Вытаскивая кучи хлама, я наткнулся на старый дипломат. Когда-то это была роскошная вещь. Престижная. Обтянутый телячьей кожей тисненой фактуры, светло-коричневого оттенка, этот чемоданчик придавал его владельцу определенный статус. И начинка всегда соответствовала его статусу. Но дни чемоданчика прошли.
Теперь в потерявшем цвет и форму предмете лежали несколько блокнотов и ученических тетрадок, исписанных неровным, почти неразборчивым почерком. Некоторые листки в блокнотах не читались. По виду тетрадей можно было предположить, что они иногда служили подкладками под сковородки и кастрюли. Листы были залиты бурыми пятнами, либо замазаны непонятной субстанцией или пропитаны масляными потеками. Никаких причин хранить эту макулатуру у меня не было. И все же что-то остановило меня от выбрасывания залежалой кучи истрепанных бумаг в мусоропровод. Мельком глянув на бумаги, я оставил чемоданчик. Что-то в этих записках меня привлекло. Но уйма дел и время поджимали, поэтому разбор бумаг я отложил на потом. …

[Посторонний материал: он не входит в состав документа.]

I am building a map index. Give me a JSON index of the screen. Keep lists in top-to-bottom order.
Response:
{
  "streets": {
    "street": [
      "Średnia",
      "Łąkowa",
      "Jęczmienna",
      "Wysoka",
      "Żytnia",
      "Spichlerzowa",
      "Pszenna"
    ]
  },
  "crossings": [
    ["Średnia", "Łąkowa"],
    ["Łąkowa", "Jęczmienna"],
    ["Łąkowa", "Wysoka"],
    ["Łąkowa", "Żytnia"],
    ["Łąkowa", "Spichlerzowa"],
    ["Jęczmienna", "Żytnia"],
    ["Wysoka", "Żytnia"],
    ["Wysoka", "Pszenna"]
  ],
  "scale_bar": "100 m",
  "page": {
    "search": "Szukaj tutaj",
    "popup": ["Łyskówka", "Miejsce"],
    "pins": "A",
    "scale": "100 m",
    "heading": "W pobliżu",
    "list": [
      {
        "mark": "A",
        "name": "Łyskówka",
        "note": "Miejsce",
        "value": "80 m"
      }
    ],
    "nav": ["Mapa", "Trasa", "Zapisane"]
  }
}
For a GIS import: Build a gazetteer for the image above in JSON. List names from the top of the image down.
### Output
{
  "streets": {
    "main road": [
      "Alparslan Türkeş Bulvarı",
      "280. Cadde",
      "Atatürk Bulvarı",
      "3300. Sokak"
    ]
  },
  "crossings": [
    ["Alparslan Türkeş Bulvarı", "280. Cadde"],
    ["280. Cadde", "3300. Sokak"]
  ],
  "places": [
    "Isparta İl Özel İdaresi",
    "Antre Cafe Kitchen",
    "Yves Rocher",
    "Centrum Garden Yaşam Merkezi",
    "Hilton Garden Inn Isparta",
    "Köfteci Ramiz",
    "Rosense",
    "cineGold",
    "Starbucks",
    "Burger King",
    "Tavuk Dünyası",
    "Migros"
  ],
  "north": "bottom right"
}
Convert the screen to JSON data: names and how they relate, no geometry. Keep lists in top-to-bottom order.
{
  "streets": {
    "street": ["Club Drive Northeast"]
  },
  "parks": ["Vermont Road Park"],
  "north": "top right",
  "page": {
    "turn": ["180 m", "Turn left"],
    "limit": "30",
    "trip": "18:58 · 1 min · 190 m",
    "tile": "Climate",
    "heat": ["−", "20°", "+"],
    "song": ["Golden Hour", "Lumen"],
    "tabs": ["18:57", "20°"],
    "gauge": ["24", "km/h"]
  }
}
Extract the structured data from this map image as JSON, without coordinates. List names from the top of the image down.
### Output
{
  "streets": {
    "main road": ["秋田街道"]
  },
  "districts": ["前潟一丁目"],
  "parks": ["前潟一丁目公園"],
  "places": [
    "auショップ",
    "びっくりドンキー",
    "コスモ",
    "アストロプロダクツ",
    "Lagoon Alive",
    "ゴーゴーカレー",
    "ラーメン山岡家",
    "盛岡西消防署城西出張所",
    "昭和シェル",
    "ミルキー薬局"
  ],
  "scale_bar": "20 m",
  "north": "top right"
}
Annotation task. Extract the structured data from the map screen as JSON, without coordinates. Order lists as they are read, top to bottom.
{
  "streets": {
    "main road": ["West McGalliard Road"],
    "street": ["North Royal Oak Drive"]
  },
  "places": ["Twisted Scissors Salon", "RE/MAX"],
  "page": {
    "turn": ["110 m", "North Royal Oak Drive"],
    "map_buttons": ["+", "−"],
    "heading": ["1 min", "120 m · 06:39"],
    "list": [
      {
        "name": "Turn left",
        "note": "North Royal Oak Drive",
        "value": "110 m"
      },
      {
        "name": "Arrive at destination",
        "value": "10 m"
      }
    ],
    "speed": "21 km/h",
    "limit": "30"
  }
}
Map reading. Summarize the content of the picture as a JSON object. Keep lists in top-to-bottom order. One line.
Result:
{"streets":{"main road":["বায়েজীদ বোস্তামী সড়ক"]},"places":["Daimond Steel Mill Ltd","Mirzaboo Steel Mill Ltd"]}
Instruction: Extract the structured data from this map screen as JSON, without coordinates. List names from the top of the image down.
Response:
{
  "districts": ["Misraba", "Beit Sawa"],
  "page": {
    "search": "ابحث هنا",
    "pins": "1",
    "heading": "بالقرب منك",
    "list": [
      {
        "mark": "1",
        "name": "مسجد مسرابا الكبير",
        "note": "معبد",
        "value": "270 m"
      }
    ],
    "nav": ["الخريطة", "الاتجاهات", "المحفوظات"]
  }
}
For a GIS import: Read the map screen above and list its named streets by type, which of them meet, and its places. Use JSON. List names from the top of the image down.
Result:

Много позже, копаясь на антресолях, я вновь наткнулся на чемоданчик. Невольно я втянулся в просмотр записок. Поначалу я не мог понять, что заставляет меня их читать. Но постепенно до меня дошло. Странная манера письма и какая-то вселенская отстраненность чувств бросались в глаза почти в каждом из этих текстов.
Читал я вперемешку. Отрывки и фрагменты записей сменялись развернутыми описаниями случаев из жизни. В блокнотах было больше отрывков. Тетради, возможно в силу их большей протяженности пространства для письма, давали простор откровениям и более подробным описаниям жизненных ситуаций. Правда, таких было немного по сравнению с рвано-торопливой скорописью текста в блокнотах. Я предположил, что, возможно, мужчина носил блокноты с собой, а тетрадям он обращался дома в минуты смурных, пьяных загулов. Много было записей чисто практического свойства: подсчеты, списки долгов, расписания автобусов, электричек, имена, номера телефонов и просто листков, заполненных неразборчивым почерком. Но мне это не мешало. Я их пропускал автоматически. Глаза сами находили более-менее значимые тексты.
И еще одно обстоятельство привлекло мое внимание: все записи были в третьем лице. Выходило, что записки были о ком-то, весьма знакомом автору человеке. Было очевидно, что автор писал о себе, но почему-то в третьем лице. Создавалось впечатление, что мужчина хотел взглянуть на себя как-бы со стороны, понять, что же он такое на самом деле. Разгадка этих записок нашлась в самом конце одной из тетрадей. Едва разборчивым, нервным почерком на отдельной странице было написано: «Он был идиотом. Жил, как идиот, и умер, наверное, тоже так же…».
Желтый блокнот
Мужчина отставил стакан. Он пил уже несколько часов подряд. Почти весь день. В последнее время запои становились все чаще и продолжались дольше. Наутро мужчина похмелялся остатками и заново валился отсыпаться. Вечером надо было вставать.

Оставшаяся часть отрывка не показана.